After being asked to dress more conservatively, tape down her breasts, and then wear a figure-hiding bathrobe at work, a New Jersey woman says she was ultimately fired from her data-entry job at a lingerie warehouse for being too “hot.”
“When I first started working there, I asked what the dress code was, and I was just told to look around and see what everyone else was wearing,” 29-year-old Lauren Odes told reporters at a press conference. “So I did. The dress was very casual — athletic wear to business attire.”
Her supervisor at lingerie wholesaler Native Intimates Group International soon told Odes that her manner of dress was too suggestive for the tastes of the company’s owners, who are orthodox Jews.
“When my supervisor suggested that I tape down my breasts, I asked, ‘are you kidding me?’”
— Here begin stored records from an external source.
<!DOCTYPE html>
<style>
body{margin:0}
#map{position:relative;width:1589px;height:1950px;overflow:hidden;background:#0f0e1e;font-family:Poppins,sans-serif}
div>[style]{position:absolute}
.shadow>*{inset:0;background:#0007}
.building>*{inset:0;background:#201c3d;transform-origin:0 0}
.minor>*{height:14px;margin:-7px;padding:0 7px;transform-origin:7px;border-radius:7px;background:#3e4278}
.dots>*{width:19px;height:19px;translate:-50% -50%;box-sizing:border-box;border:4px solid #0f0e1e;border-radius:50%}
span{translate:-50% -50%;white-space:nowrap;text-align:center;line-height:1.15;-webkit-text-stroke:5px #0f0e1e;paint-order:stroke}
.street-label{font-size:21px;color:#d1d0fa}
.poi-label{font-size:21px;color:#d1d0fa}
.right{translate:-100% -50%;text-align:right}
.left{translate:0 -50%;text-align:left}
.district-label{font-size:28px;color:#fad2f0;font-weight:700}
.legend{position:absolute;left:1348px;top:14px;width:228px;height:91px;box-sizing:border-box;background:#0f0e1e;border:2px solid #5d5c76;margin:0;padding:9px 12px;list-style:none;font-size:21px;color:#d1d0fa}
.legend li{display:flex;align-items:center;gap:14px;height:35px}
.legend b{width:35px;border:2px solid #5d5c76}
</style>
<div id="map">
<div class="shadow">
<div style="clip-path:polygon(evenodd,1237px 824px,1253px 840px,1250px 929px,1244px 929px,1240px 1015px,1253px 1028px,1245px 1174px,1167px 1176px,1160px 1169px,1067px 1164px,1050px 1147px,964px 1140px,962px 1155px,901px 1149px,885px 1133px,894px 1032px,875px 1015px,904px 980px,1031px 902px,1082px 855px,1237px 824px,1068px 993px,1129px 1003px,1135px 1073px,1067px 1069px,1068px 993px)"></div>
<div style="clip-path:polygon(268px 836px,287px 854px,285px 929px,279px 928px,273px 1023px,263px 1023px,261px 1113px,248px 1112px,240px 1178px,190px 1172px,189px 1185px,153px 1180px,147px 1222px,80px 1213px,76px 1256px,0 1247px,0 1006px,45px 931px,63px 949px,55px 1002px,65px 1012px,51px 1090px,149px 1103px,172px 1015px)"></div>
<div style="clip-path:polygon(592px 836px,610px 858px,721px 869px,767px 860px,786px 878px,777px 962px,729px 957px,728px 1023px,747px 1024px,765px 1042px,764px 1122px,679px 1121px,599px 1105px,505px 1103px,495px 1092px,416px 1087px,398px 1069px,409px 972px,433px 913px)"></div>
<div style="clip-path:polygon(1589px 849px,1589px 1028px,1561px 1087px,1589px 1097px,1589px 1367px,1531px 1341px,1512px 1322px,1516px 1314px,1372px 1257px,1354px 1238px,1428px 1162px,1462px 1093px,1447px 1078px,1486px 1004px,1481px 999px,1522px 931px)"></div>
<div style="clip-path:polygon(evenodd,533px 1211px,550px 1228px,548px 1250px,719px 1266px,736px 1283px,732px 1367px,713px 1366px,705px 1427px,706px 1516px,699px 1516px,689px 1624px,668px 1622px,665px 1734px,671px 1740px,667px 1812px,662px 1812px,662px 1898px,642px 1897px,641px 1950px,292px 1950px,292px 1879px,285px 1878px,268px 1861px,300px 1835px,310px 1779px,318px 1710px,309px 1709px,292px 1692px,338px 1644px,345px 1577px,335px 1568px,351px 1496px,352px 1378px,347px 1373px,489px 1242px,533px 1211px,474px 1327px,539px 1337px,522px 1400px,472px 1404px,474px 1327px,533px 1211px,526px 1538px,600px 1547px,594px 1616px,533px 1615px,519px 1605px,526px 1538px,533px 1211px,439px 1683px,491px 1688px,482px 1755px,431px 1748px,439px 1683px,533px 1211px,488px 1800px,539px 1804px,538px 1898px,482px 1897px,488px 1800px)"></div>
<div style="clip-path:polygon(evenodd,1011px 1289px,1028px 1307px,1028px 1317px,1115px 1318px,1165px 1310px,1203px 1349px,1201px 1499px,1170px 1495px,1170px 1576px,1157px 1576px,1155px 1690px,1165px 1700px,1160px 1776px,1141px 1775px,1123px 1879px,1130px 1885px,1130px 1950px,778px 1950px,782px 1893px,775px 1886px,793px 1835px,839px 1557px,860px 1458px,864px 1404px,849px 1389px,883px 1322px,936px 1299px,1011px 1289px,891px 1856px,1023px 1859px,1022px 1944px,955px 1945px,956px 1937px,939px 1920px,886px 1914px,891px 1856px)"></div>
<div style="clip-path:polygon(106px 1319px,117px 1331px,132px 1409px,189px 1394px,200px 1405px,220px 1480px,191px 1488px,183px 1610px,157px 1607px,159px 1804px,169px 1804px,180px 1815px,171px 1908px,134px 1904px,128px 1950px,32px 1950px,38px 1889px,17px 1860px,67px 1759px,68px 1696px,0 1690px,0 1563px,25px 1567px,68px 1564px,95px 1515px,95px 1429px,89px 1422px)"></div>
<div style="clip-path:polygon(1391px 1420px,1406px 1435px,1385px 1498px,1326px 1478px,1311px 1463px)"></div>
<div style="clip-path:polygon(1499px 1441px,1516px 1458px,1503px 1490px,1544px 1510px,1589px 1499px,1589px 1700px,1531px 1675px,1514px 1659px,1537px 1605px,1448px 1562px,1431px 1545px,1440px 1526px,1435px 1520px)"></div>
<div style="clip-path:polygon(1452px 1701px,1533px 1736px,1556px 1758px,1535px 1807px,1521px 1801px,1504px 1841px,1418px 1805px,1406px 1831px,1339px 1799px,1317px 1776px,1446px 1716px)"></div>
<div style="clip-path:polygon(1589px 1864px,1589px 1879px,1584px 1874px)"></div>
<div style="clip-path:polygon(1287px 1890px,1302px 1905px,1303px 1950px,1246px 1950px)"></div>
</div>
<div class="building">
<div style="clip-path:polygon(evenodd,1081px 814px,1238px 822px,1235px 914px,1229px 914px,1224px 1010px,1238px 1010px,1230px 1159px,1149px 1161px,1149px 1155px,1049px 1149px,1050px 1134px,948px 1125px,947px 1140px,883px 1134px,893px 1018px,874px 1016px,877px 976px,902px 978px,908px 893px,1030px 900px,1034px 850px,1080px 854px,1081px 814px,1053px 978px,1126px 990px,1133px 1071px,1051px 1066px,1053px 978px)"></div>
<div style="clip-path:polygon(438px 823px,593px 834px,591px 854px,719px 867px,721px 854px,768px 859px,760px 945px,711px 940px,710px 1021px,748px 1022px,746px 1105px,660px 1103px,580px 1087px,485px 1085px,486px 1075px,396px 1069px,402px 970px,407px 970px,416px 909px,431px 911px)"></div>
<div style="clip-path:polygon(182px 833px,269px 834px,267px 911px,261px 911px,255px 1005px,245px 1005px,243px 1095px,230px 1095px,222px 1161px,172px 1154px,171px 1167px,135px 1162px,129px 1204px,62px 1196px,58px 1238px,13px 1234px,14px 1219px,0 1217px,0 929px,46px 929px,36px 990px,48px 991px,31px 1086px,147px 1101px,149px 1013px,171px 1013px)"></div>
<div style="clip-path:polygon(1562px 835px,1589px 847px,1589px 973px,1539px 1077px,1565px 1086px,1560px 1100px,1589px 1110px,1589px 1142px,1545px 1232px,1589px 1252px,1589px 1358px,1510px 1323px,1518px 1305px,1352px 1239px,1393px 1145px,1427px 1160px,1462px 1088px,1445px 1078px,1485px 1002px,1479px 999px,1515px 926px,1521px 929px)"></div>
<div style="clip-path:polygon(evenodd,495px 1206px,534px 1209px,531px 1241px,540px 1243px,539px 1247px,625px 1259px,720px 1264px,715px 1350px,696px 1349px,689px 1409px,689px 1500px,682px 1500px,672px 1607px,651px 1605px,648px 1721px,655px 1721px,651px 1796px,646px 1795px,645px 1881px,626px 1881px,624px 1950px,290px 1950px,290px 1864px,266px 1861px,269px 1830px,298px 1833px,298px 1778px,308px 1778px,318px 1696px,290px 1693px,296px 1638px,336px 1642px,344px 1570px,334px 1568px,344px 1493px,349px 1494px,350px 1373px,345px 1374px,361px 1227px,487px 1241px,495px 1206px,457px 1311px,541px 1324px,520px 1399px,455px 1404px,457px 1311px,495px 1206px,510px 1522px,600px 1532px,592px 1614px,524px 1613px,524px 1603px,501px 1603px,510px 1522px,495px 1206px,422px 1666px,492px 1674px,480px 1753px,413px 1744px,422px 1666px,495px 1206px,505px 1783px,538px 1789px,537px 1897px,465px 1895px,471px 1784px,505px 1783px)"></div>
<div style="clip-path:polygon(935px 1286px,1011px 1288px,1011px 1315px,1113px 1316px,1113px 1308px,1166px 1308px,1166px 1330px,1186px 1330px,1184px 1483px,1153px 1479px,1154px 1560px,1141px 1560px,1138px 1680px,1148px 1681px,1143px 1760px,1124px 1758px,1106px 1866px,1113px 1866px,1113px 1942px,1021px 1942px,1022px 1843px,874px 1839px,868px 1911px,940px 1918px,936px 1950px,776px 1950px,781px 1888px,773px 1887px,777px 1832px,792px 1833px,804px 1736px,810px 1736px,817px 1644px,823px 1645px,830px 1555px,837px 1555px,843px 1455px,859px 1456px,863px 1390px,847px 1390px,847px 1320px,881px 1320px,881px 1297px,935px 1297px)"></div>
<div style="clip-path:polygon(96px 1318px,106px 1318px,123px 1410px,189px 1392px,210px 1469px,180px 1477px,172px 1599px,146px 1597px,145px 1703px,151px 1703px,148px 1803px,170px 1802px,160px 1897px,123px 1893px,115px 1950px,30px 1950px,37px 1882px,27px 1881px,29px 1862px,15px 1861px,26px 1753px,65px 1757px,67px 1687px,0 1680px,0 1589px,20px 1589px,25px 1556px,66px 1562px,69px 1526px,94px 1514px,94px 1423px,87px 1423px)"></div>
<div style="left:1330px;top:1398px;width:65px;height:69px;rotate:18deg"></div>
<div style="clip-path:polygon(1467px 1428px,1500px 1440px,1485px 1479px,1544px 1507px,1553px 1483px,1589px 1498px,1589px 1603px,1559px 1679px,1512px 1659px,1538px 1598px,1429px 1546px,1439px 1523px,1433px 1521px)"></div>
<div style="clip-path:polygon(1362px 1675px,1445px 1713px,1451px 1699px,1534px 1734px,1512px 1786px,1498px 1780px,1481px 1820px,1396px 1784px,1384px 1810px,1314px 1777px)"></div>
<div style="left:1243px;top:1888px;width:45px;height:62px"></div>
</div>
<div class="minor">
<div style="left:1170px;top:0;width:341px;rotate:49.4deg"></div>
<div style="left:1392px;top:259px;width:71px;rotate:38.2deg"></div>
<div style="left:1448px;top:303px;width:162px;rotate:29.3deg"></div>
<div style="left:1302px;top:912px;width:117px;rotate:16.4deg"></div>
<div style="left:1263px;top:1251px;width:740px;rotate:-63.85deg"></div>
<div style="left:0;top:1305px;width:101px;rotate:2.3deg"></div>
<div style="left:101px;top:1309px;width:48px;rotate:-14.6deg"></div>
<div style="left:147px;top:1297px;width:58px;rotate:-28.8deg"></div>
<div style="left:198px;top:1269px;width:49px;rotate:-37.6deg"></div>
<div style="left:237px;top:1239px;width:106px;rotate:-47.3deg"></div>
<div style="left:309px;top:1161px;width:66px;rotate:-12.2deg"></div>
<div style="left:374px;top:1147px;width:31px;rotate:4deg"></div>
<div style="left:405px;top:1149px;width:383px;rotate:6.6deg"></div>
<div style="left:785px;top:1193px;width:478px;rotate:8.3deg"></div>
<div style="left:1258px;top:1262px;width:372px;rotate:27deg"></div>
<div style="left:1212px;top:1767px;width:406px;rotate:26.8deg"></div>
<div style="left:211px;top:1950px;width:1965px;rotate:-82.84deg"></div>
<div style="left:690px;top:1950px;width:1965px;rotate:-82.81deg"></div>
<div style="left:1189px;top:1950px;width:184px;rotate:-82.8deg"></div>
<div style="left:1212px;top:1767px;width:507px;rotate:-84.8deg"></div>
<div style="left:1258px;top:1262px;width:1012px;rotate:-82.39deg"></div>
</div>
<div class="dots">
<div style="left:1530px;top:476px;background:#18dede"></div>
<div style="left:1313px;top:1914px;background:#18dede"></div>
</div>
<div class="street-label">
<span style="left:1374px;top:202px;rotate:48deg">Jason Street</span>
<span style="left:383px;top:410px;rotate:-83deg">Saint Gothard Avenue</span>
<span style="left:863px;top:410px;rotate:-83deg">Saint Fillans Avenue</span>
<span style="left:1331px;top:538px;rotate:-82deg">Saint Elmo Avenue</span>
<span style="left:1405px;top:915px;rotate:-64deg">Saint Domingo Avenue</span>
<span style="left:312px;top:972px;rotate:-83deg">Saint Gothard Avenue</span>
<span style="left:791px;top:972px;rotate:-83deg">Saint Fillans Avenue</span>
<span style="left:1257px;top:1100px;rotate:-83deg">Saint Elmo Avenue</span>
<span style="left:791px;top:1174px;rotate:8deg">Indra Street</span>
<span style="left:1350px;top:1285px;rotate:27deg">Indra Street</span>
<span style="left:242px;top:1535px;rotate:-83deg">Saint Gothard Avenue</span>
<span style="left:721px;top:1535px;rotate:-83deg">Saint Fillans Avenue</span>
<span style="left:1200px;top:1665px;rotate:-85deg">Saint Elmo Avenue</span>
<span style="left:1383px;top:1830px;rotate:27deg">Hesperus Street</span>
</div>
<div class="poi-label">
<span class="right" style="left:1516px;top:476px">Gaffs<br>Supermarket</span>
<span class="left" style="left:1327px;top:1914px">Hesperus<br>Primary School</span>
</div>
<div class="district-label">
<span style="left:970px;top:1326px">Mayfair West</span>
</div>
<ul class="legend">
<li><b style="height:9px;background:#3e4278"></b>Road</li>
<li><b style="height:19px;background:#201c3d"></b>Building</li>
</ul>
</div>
Odes said. “I’m working in a business that is not a synagogue, but instead selling thongs with hearts placed in the female genital area and boy shorts for women saying “Hot” in the buttox area.”
Odes, who is Jewish herself, has retained women’s rights attorney Gloria Allerd to file suit against Native Intimates with the Equal Employment Opportunity Commission for gender and religious discrimination.
“The treatment was discriminatory, profoundly humiliating, and unlawful,” Allerd said.
The final straw for Odes came when she was told to cover up her buxom figure with a bright red bathrobe adorned with guitars.
“I felt ridiculous and extremely embarrassed,” she said.
Her supervisor offered to let her go buy an ankle-length sweater to wear instead, but Odes was fired by phone as she shopped for a sweater that would meet the intimate apparel wholesaler’s modesty mandate.